An allocating module 206, configured to allocate the sink node based on the available sink node resource, the peak redundancy bandwidth, and the required sink layer bandwidth. For example, the details are given in the above step 106 of the method embodiment, and are not described herein again.
The device for selecting the sink node comprises an acquisition module 201, a selection module and a selection module, wherein the acquisition module is used for acquiring current service information, and the current service information comprises a service type, a service cold and hot degree and area information; a bandwidth weight ratio module 202, configured to obtain a bandwidth weight ratio of the current service based on the service type and a preset service information database; a peak redundancy bandwidth module 203, configured to obtain a peak redundancy bandwidth of the region based on the peak bandwidth of the region information and the bandwidth weight ratio; a required convergence layer bandwidth module 204, configured to obtain a convergence layer bandwidth required by a convergence layer of the service based on the service cold and hot degrees; an available sink node resource module 205, configured to obtain an available sink node resource of the current service based on the service type and the area information; an allocating module 206, configured to allocate the sink node based on the available sink node resource, the peak redundancy bandwidth, and the required sink layer bandwidth. The corresponding bandwidth weight ratio can be obtained by obtaining the type of the service needing node distribution, the actually required bandwidth of the service can be accurately obtained, the problem of high load running of the sink node is avoided, and the sufficient bandwidth of the sink node is ensured by screening the redundant bandwidth of the sink node in the area where the service is located, so that the bandwidth of the sink node cannot become the bottleneck of the service loading.

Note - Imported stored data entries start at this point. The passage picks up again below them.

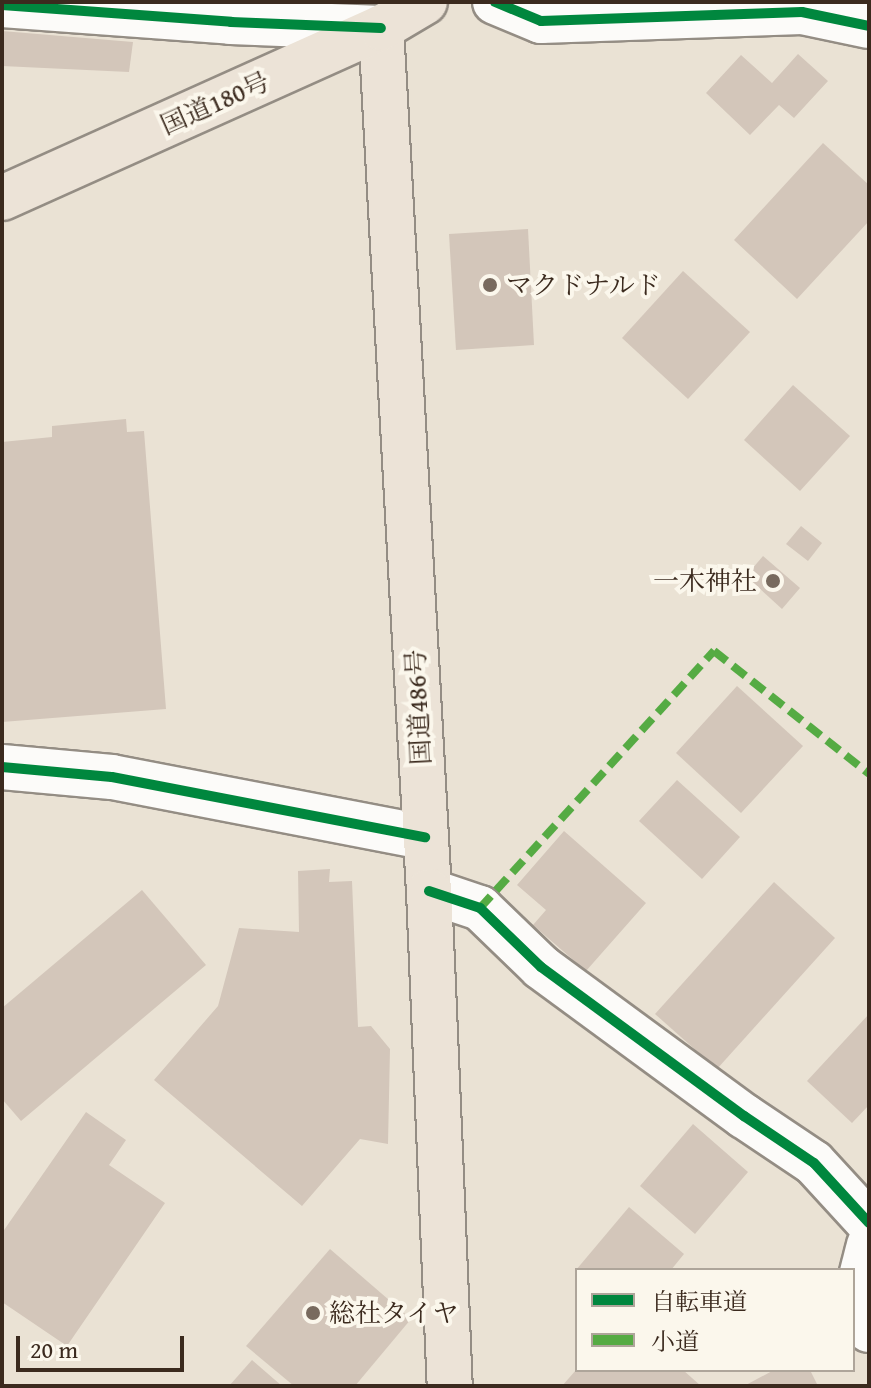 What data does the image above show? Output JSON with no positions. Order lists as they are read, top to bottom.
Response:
{
  "streets": {
    "highway": ["国道180号", "国道486号"]
  },
  "crossings": [
    ["国道180号", "国道486号"]
  ],
  "places": ["マクドナルド", "一木神社", "総社タイヤ"],
  "legend": ["自転車道", "小道"],
  "scale_bar": "20 m"
}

As an optional implementation manner of the present invention, the bandwidth weight ratio module 202 includes: the pressure measurement module is used for carrying out incremental pressure measurement on the current service every other first preset time and recording a pressure measurement result after the incremental pressure measurement; the judging module is used for judging whether the pressure measurement result reaches a preset abnormal condition or not; the recording module is used for recording the peak bandwidth of the last measured voltage increase measurement if the preset abnormal condition is reached; and the calculation module is used for obtaining the bandwidth weight ratio of the current service based on the peak bandwidth and the outlet bandwidth of the current service. For example, the details are given in the above-mentioned step 102 of the method embodiment, and are not described herein again.
As an optional embodiment of the present invention, the bandwidth weight ratio module 202 further includes: and the continuous measurement module is used for continuously carrying out the incremental pressure measurement if the preset abnormal condition is not met until the preset abnormal condition is met, and executing the step of recording the peak bandwidth of the last incremental pressure measurement to the step of obtaining the bandwidth weight ratio of the current service based on the peak bandwidth and the outlet bandwidth of the current service. For example, the details are given in the above-mentioned step 102 of the method embodiment, and are not described herein again.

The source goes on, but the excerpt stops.